Real estate generally offers major tax benefits. It all comes down to hiring an expert CPA who is not only knowledgeable about tax compliance but also knowledgeable about real estate and can provide tax strategies to help you plan ahead.

Generate residual income

You assess the offer, decide in which individual asset or real estate fund you want to invest, subscribe and transfer the funds. That is it; your work is done. Really? Yes really! From this point on, sit back and let the operator do its job while you collect your monthly or quarterly dividends directly into your bank account.

Risks to Consider

No investment is without risk. Here are some things to consider before diving into syndications.

No management decisions

When you passively invest in a syndication, you are essentially giving up your right to participate in the decision-making process for this investment. However, this comes with a bonus: you are investing as a limited partner and therefore your obligations are limited to your original investment.

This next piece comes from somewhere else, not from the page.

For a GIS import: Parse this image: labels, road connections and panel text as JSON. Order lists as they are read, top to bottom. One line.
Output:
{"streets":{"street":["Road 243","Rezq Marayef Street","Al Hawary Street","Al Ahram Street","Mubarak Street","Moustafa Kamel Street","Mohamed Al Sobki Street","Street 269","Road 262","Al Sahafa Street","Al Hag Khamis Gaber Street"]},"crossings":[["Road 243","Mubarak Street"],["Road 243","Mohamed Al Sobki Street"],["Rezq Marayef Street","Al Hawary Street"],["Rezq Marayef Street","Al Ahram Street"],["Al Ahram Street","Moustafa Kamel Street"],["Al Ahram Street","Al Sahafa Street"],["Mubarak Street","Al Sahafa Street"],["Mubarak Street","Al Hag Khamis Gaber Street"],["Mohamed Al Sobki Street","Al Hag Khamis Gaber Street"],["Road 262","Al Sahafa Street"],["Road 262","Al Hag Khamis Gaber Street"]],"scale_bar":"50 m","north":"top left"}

It’s not your typical liquid investment

If you buy a stock or a mutual fund (or whatever on the exchange), you can technically sell it at any time. This kind of liquidity is not possible in real estate syndications. The way real estate syndications are structured, an investor basically invests and forgets about it until the deal has a capital event or the property is sold.

However, there is some flexibility when it comes to investing in closed-end funds. Closed-end funds usually have a so-called “lockdown period” – which can be a year or two – after which you are free to withdraw your investment.

Longer duration

If you are planning to invest in a value added project or even new construction, be prepared for the long term. It can take a while for a project to complete its full cycle. A common acceptance period is usually five to seven years. So as long as you invest money that you will not rely on within that time period, you are good to go.

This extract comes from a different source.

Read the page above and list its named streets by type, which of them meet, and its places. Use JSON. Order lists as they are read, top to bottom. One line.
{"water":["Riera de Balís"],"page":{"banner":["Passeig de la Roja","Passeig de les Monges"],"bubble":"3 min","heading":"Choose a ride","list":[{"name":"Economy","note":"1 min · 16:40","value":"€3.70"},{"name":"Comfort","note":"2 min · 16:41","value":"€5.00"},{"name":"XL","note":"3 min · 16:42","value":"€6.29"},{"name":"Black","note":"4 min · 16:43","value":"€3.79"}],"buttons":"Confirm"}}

Increase your wealth through passive investments

As one of my all-time favorite investors, Warren Buffett, once said:If you don’t find ways to make money while you sleep, you’ll work until the day you die.So the greater the number of these passive investments going on at the same time, the better off you will be. Not only do they generate passive income, but they also help you save on taxes.

Before I left Starbucks and went our separate ways, I asked Stu if this was enough material for him to get the word out — so more people could take advantage of the same strategy wealthy folks like him had for years. Stu looked at his notes, nodded, and thanked me.

After all these years, I still remember that conversation with Stu about the incredible investment strategy that: first, generates passive income for you while you sleep; two, you can save on taxes; and three also have a positive impact on communities in some cases. I hope you can take something from this and apply it to your own investment plans.